Whether you’re shopping for items online or in person you usually hit the reviews, check with friends, and scope out the best deal. After all, who wants to buy something that falls apart? Yet when picking a mortgage lender, buyers don’t always think about comparison shopping.
In a survey of recent home buyers, 12% of millennials said they believe their mortgage interest rates were too high. Some buyers may think that when mortgage rates are low, they don’t need to shop for the best offer. But even a quarter of a percent reduction in interest could save a buyer thousands over the life of the loan.
You may think mortgage shopping is about as much fun as prepping for a tax audit. It’s true that comparing home mortgages can get complicated. But you don’t need a finance degree to make an informed decision. Here are some steps to get there.
Ask your Realtor for Lender Recommendations
When looking for a lender, talk with your Realtor about your current situation, they may have a lender that could fit your needs. Otherwise seek out local banks, credit unions or independent lenders. Online reviews are another great option when choosing a mortgage loan provider.
When a Realtor has recommended a lender to you, they have had consistent success with that lender helping their clients. There are laws in place that prevent a lender from giving the agent a kick-back for the referral, so do not think that an agents lender referrals are just another way to get money out of you. It is a genuine relationship and both sides want to see you succeed.
Interview your Mortgage Lender
During a meet and greet, you and the loan officer will usually ask each other questions, almost like a job interview. With the information you provide, the mortgage lender will suggest options or strategies to acquiring to have a successful loan process.
Typically a lender may boast that their rates cannot be beat. In most cases that is true but, it is still strongly encouraged to shop around to find a lender. Some lenders may even offer an incentive if their rates cannot be beat.
A common misconception when getting multiple per-approvals, is that each one will affect your credit score. It will a very small amount but, lenders will see that you are shopping around for better rates.
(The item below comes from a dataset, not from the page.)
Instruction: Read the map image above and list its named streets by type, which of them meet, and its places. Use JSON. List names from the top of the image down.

Mortgage Lender credit hits aren’t as bad as applying for credit cards or car loans, those are the hits that will have dramatic affects on your credit score.
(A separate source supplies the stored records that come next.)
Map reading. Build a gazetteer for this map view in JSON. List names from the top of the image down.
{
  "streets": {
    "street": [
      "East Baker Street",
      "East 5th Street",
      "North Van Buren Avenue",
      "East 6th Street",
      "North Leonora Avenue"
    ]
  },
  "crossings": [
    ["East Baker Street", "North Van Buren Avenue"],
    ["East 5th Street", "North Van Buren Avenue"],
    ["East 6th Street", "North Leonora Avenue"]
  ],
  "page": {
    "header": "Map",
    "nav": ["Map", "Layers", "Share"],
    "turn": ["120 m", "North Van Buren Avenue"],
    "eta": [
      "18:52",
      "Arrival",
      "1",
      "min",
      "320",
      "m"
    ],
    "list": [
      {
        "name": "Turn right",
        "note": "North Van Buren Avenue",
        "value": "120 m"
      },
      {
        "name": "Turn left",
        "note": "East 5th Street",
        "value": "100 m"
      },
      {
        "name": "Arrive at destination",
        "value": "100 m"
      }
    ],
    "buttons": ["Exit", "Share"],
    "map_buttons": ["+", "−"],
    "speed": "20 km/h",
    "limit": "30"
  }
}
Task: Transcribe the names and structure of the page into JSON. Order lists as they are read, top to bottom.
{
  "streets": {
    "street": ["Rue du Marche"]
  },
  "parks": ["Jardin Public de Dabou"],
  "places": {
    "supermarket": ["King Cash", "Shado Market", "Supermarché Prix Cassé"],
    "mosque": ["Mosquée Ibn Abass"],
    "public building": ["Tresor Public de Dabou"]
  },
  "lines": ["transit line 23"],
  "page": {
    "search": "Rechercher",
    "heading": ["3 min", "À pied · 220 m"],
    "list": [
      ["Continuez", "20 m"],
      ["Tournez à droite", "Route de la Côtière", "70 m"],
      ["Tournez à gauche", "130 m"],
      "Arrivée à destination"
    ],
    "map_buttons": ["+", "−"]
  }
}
Here are some questions that you could ask during the interview process:
Fact finding about the process:
- Would you take me through the process?
- What should I expect?
- What will information will I need to supply?
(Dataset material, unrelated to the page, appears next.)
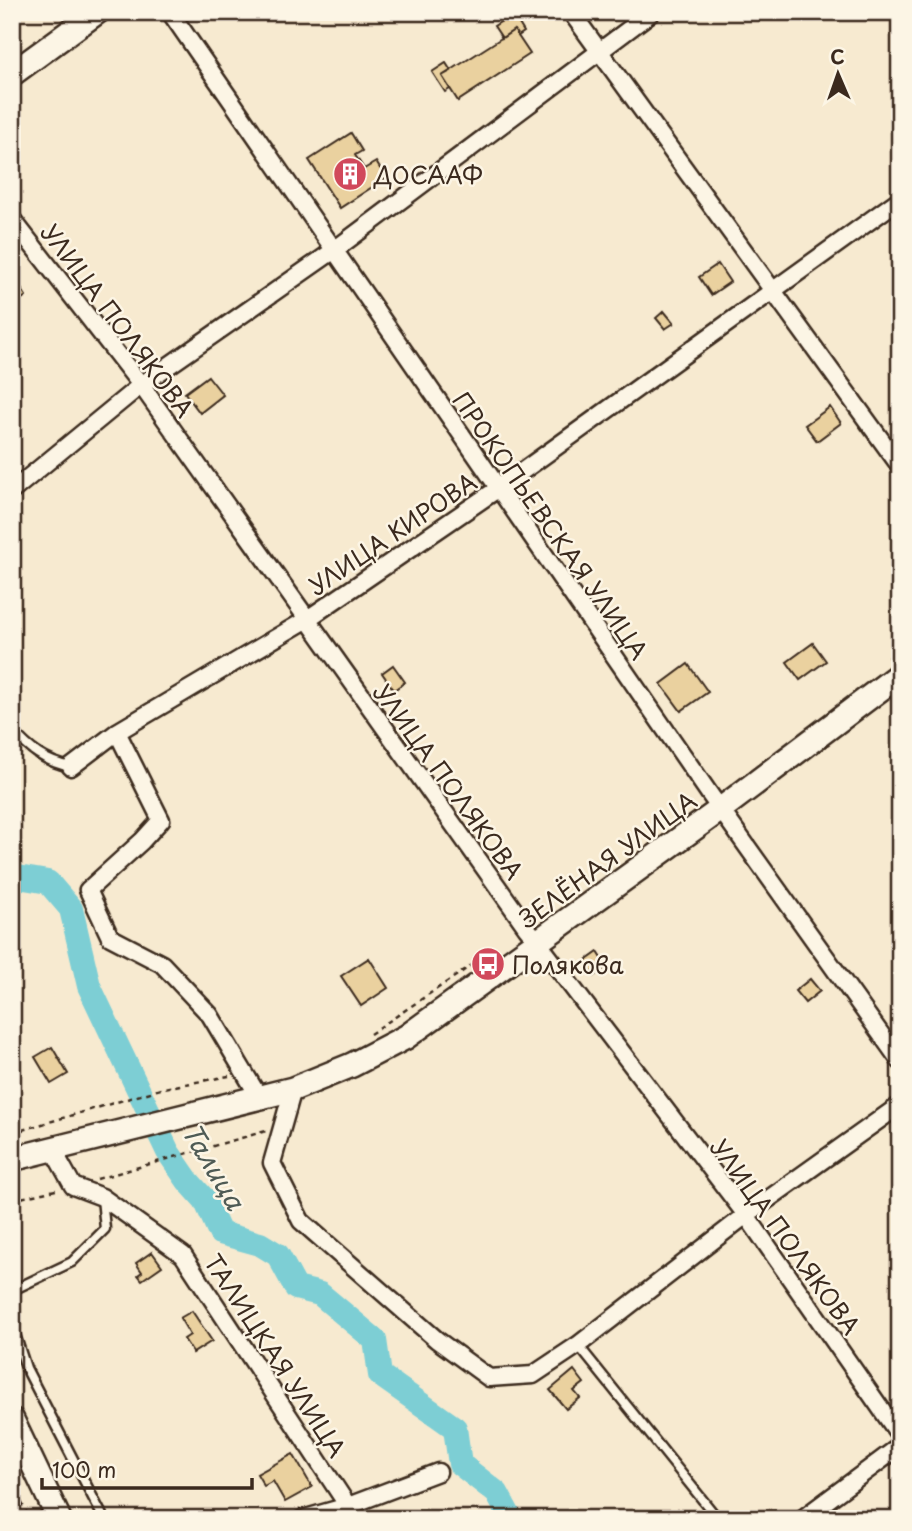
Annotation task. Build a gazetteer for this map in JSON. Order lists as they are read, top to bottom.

Compatibility with the loan officer or mortgage banker or broker:
- What’s your communication style? Are you willing to communicate virtually?
- When would I work with you? Are you available in the evenings?
- Will I work with you or a member of your team?
- What do you think of my time frame to get to closing?
- What if any problems do you foresee?
Track record of loan officer and lender:
- How long do loans you process typically take to close?
- How would you expedite the process if there’s a tight time frame?
- About what percentage of loans you work on close on time?
- How many loans have you worked on that haven’t closed or haven’t met deadlines?
- What’s the biggest problem you’ve had with a loan and how did you fix it?
Get and Compare Loan Estimates
After interviewing a mortgage lender and agreeing to let them run your credit, they can give you what is called a Loan Estimate. It outlines the terms of the loan and type of loan that they are offering, then you can take the loan estimate to other lenders to more accurately compare rates.
This process may sound daunting to some but, it is a necessary step. The savings alone over the life time of your loan makes the process completely worth it.